§ WHAT THE TASK REQUIRES
Please find the lines in the entries below that contain the word "JSON", and copy each one.

§ DATA TO EXAMINE
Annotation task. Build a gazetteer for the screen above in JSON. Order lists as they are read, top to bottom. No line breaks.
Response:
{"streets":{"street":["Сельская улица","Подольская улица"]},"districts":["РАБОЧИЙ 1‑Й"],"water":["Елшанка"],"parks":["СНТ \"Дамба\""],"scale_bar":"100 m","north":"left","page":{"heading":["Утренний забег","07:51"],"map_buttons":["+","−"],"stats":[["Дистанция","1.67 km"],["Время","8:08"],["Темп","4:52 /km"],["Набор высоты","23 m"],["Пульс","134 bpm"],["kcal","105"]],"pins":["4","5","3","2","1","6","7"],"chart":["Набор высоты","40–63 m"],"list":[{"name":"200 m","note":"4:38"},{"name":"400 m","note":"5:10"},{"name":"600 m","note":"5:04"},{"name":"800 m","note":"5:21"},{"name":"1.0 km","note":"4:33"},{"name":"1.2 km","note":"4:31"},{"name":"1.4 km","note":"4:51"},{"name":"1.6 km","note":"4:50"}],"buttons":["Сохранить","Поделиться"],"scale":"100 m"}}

...

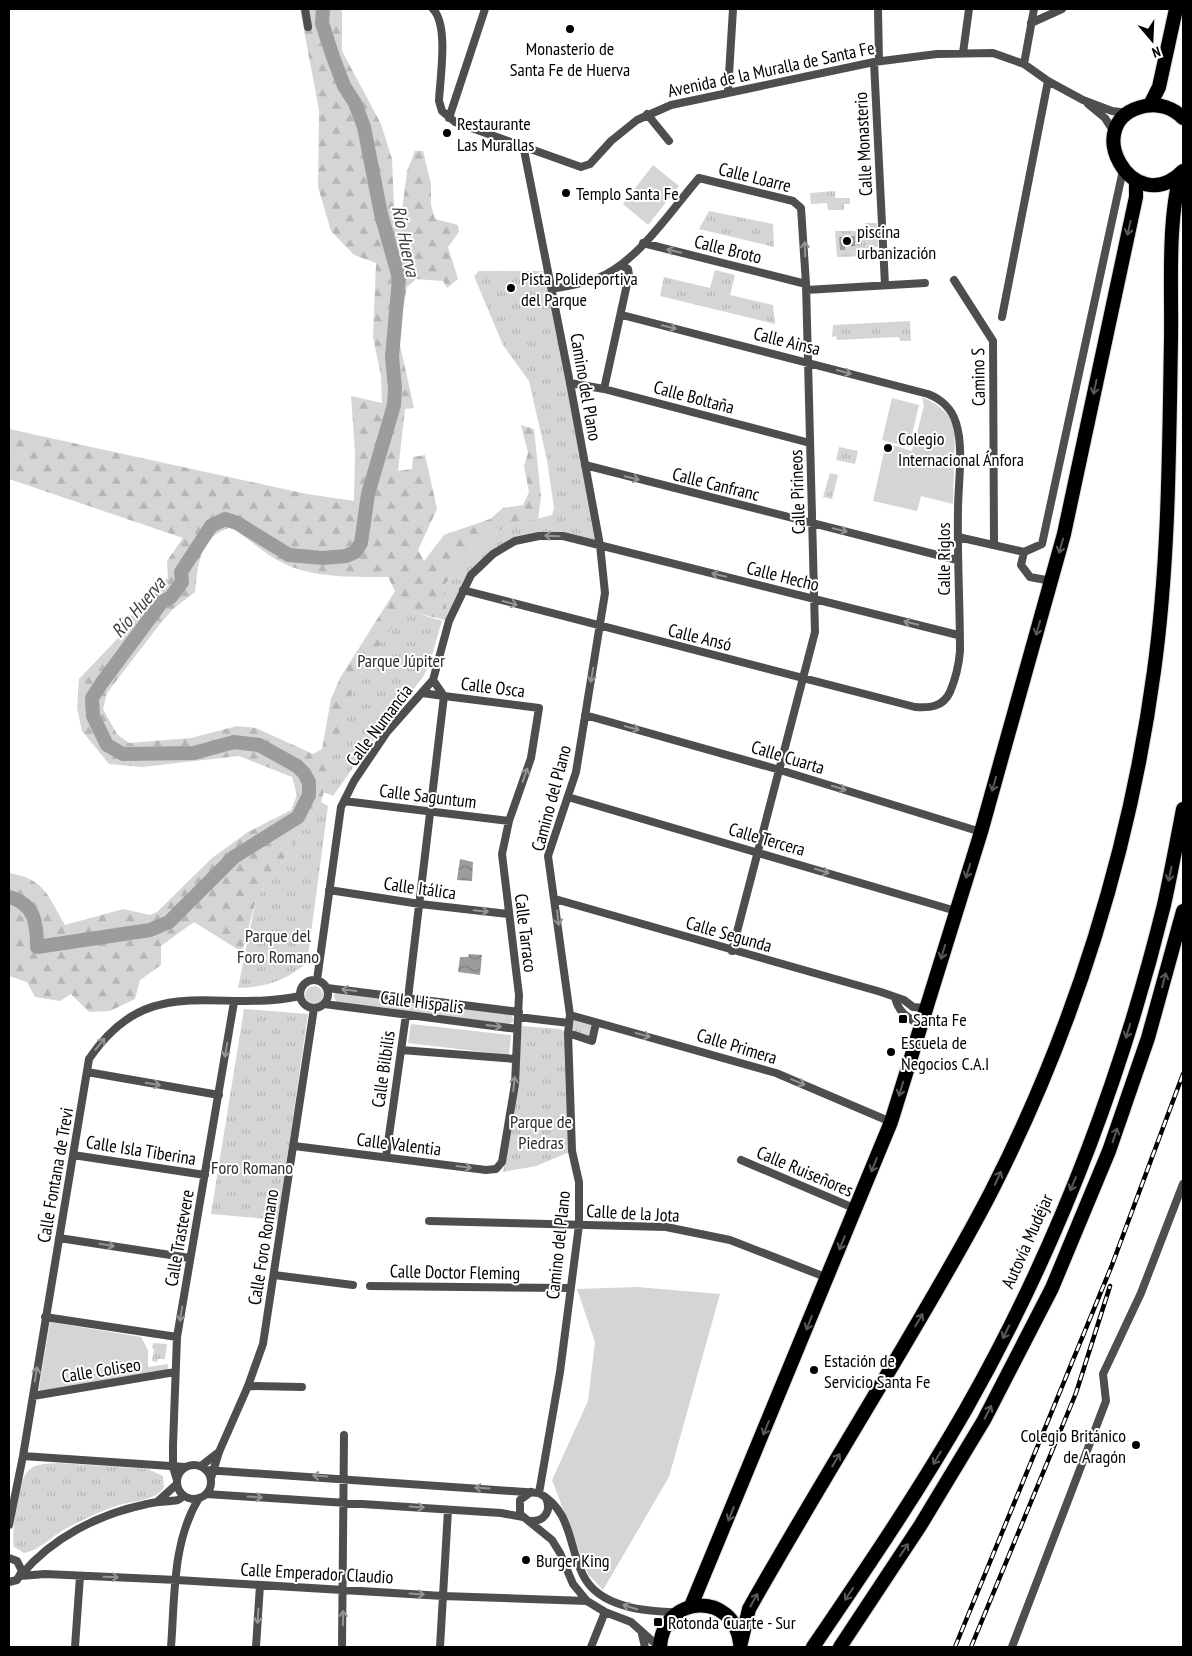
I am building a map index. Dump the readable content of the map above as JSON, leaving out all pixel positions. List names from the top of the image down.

§ RESPONSE FOR THIS EXERCISE
Annotation task. Build a gazetteer for the screen above in JSON. Order lists as they are read, top to bottom. No line breaks.
I am building a map index. Dump the readable content of the map above as JSON, leaving out all pixel positions. List names from the top of the image down.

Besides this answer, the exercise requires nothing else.